Tuesday, July 10, 2007

Ethics problems go on at Bush/Cheney Interior Dpt.

Bush and Kempthorne

TUCSON -- Please read this important editorial today from NYT. I'm proud to say that PEER and I worked with NYT on this issue and editorial.


NEW YORK TIMES -- July 10, 2007, Editorial

Interior’s Incomplete Ethics Policy

Interior Secretary Dirk Kempthorne has described himself as a late-inning relief pitcher, sent in to clean up the department after the tumultuous and destructive reign of Gale Norton. Not the least of his problems has been the terrible ethical hangover left by Ms. Norton’s deputy, J. Steven Griles, who went to prison for lying to Congress about his ties to Jack Abramoff, a convicted former lobbyist.
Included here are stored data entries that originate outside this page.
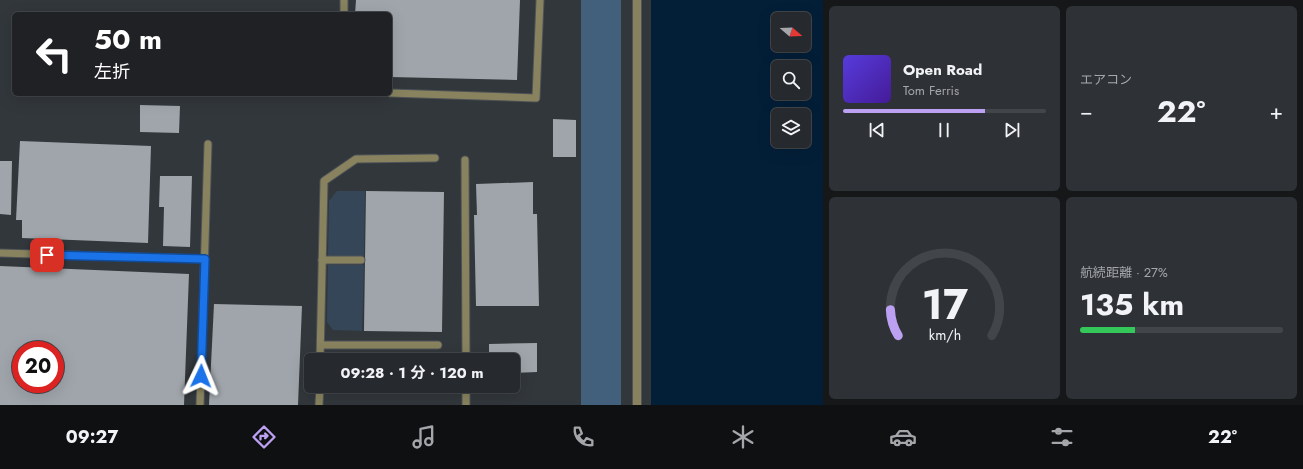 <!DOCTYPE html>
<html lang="ja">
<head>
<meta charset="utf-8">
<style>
	body { margin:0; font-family:Jost,"Noto Sans JP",sans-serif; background:#2e3135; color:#f1f3f6; height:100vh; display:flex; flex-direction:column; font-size:15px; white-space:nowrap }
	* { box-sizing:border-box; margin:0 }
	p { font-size:13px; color:#a4a6aa }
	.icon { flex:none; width:22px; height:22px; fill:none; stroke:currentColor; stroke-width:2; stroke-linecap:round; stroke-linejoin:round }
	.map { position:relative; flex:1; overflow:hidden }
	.panel { display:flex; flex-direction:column; gap:6px; padding:6px; background:#151719; width:480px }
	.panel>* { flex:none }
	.top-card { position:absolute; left:12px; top:12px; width:380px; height:84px; border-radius:6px; box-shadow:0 4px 16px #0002,0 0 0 1px #424549; background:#202124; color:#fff; overflow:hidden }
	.needle { width:26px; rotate:109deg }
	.fabs { position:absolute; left:771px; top:12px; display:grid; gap:8px }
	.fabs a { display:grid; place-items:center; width:40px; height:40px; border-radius:6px; background:#26292d; box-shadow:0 4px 16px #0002,0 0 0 1px #424549; font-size:20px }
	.speed { position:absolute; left:12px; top:341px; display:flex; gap:8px; font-size:20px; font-weight:700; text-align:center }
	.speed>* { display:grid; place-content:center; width:52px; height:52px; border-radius:50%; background:#26292d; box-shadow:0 4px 16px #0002,0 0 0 1px #424549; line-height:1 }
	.speed .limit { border:6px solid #d22; background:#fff; color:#111 }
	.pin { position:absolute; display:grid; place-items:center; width:34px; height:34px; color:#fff; margin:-17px; border-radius:8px; box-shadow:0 2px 6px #0006 }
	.me { position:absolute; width:44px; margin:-22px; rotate:2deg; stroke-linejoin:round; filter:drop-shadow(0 0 3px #0008) }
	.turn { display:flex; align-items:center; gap:14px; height:84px; padding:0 16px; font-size:18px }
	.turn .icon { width:52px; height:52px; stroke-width:2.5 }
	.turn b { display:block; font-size:28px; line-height:34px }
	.big { font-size:30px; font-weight:700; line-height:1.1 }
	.panel .card { flex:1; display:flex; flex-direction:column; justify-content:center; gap:6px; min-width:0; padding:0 14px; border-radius:6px; background:#2e3135 }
	.panel .dial { align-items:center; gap:0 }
	.dial svg { height:104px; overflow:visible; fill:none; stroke:#424549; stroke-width:7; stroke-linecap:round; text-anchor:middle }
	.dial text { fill:#f1f3f6; stroke:none }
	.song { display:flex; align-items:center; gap:12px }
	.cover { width:48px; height:48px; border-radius:6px; background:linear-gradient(135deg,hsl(250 70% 55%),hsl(260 70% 35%)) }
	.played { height:4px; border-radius:2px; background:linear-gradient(90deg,#bca0f2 70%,#424549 70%) }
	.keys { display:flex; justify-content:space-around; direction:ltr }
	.heat { display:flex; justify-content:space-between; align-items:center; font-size:22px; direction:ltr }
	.charge { height:6px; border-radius:3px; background:linear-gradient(90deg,#34c759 27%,#424549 0) }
	.panel .tiles { flex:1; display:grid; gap:6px; grid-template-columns:repeat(2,1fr) }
	.trip { position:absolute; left:304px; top:353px; width:216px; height:40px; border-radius:6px; background:#26292d; box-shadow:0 4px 16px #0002,0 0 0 1px #424549; font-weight:700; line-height:40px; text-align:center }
	.tabs { display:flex; height:64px; justify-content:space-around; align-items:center; background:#0f1012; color:#a4a6aa }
	.tabs .icon { width:28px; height:28px }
	.tabs .on { color:#bca0f2 }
	.tabs b { font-size:18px; color:#f1f3f6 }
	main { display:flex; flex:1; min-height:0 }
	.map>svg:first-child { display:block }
	.green { fill:#344657 }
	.forest { fill:#425f7c }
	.water { fill:#031f38; fill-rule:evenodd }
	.building { fill:#9fa5ab; fill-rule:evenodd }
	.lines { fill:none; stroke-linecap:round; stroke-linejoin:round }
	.service-casing { stroke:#4f5358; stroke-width:9 }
	.tertiary-casing { stroke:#4f5358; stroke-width:10 }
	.service { stroke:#88835e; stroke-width:7 }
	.tertiary { stroke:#88835e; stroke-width:8 }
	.route-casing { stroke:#114b97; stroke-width:10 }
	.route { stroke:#1a73e8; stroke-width:7 }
</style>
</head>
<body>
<main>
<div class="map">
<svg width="823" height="405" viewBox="0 0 823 405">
	<rect width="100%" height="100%" fill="#32373c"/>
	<g class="green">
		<polygon points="337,191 365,191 364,257 328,256 329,201"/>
		<polygon points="328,265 364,265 362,331 333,330 327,322"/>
	</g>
	<rect class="forest" x="581" y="0" width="40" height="405"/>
	<path class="water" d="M651 0H823V405H651ZM778 19H804V45H778ZM778 67H804V93H778ZM778 115H804V141H778Z"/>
	<g class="building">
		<polygon points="356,0 520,0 517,80 390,77 390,14 355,14"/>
		<polygon points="140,105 180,106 179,133 140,132"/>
		<polygon points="553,119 576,120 576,157 553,157"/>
		<polygon points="20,141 151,146 148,243 22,238 22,220 16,220"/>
		<polygon points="0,161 12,161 11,215 0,214"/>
		<polygon points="160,176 192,176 190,247 163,246 164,207 159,207"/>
		<polygon points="533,182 533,214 537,214 539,306 476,306 474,215 477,215 476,184"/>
		<polygon points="366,191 444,192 442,332 364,331"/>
		<path d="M0 266 189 274 184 405H0ZM21 350H55V384H21Z"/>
		<polygon points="214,304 302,306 298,405 209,405"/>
		<polygon points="537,343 537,372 513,373 513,360 489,360 489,344"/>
	</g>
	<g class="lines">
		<defs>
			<g id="service">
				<polyline points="344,14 344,0"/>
				<polyline points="390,93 536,98 540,0"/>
				<polyline points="465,160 466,360"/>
				<polyline points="0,253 205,259"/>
				<polyline points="322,260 361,260"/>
				<polyline points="321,345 438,345"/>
				<polyline points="320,360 324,181 356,159 435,158"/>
				<polyline points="466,386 466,405"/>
				<polyline points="200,405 208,144"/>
				<polyline points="319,405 320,386"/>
			</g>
			<polyline id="tertiary" points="637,405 637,0"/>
		</defs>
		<use href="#service" class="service-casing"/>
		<use href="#tertiary" class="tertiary-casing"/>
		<use href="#service" class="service"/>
		<use href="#tertiary" class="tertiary"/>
	</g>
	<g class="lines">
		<defs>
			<polyline id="route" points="47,255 205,259 201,376"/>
		</defs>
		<use href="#route" class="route-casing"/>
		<use href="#route" class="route"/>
	</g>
</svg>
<div class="fabs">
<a><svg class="needle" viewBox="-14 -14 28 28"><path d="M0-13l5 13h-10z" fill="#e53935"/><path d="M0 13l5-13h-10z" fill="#a4a6aa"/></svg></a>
<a><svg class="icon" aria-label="search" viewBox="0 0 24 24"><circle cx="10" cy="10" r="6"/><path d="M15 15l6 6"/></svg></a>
<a><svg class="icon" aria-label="layers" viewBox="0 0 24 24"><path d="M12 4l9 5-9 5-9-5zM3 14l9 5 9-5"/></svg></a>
</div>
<div class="speed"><div class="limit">20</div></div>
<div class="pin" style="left:47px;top:255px;background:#d93025"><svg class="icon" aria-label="arrive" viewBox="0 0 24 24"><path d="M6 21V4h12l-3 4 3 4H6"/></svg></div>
<svg class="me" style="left:201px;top:376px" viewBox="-20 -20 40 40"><path d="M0-17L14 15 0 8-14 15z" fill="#1a73e8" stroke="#fff" stroke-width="4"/></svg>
<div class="trip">09:28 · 1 分 · 120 m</div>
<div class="top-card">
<div class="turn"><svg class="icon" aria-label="left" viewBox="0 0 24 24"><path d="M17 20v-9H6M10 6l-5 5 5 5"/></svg><div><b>50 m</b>左折</div></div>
</div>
</div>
<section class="panel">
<div class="tiles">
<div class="card">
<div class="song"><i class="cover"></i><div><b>Open Road</b><p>Tom Ferris</p></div></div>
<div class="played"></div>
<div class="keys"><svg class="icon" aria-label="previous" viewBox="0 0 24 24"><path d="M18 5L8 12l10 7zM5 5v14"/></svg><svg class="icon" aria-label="pause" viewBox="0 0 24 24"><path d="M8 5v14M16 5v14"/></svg><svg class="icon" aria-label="next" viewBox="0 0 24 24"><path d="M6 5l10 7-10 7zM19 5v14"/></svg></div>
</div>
<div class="card"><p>エアコン</p>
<div class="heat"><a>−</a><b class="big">22°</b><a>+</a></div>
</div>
<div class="card dial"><svg viewBox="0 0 100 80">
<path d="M14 69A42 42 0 1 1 86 69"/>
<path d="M14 69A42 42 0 0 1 8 49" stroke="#bca0f2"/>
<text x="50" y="56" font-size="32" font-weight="700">17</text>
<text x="50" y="72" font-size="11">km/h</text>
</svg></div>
<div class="card"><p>航続距離 · 27%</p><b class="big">135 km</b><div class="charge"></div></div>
</div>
</section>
</main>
<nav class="tabs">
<b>09:27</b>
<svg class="icon on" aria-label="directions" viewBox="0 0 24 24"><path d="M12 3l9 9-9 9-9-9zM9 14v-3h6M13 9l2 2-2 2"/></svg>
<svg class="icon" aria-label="music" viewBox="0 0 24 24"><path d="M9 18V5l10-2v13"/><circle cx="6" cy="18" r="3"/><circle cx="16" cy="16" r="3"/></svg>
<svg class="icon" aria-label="phone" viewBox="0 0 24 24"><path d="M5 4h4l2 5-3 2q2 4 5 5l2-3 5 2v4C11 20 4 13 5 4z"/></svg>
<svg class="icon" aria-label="climate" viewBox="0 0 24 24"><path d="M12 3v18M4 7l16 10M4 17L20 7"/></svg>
<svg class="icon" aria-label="car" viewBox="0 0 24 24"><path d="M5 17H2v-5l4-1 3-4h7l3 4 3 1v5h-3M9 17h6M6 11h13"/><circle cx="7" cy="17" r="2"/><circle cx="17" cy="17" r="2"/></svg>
<svg class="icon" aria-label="filters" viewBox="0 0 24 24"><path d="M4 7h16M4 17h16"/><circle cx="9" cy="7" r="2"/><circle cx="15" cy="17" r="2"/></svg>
<b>22°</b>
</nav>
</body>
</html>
From his first day about a year ago, Mr. Kempthorne has stressed the importance of ethical behavior. He recently sent all employees a plan to transform his agency into what he called “a model of an ethical workplace” — including more ethics lawyers, stronger disciplinary procedures and new restrictions on meetings with lobbyists.

This is good, but not enough. Almost no attention is paid to the most fundamental ethical failure of the Norton regime: the willingness to censor or tailor scientific findings to suit the ideological objectives of the White House and the wishes of industry and other special interests. Mr. Griles was among the worst offenders, carrying water for oil, gas, mining and grazing interests. But there were others.

The department’s inspector general found that Julie A. MacDonald, a deputy assistant secretary, ran roughshod over scientists whose findings on behalf of certain endangered species annoyed commercial interests. Ms. MacDonald, who has since resigned, was also accused of sending internal agency documents to industry lobbyists.

Paul Hoffman, a deputy assistant secretary with strong ties to Vice President Dick Cheney, demanded the lifting of restrictions on commercial activity in the national parks, including snowmobiles, despite warnings from agency scientists that doing so would expose the parks to environmental harm.

Congress has taken note. Alarmed by reports that Mr. Cheney intervened in efforts to save fish species in Oregon’s Klamath River Basin, Nick Rahall, the chairman of the House Natural Resources Committee, is resuming his investigation into the administration’s favoring of politics over science.

If Mr. Kempthorne is serious about cleaning up his agency, this deserves his attention as well.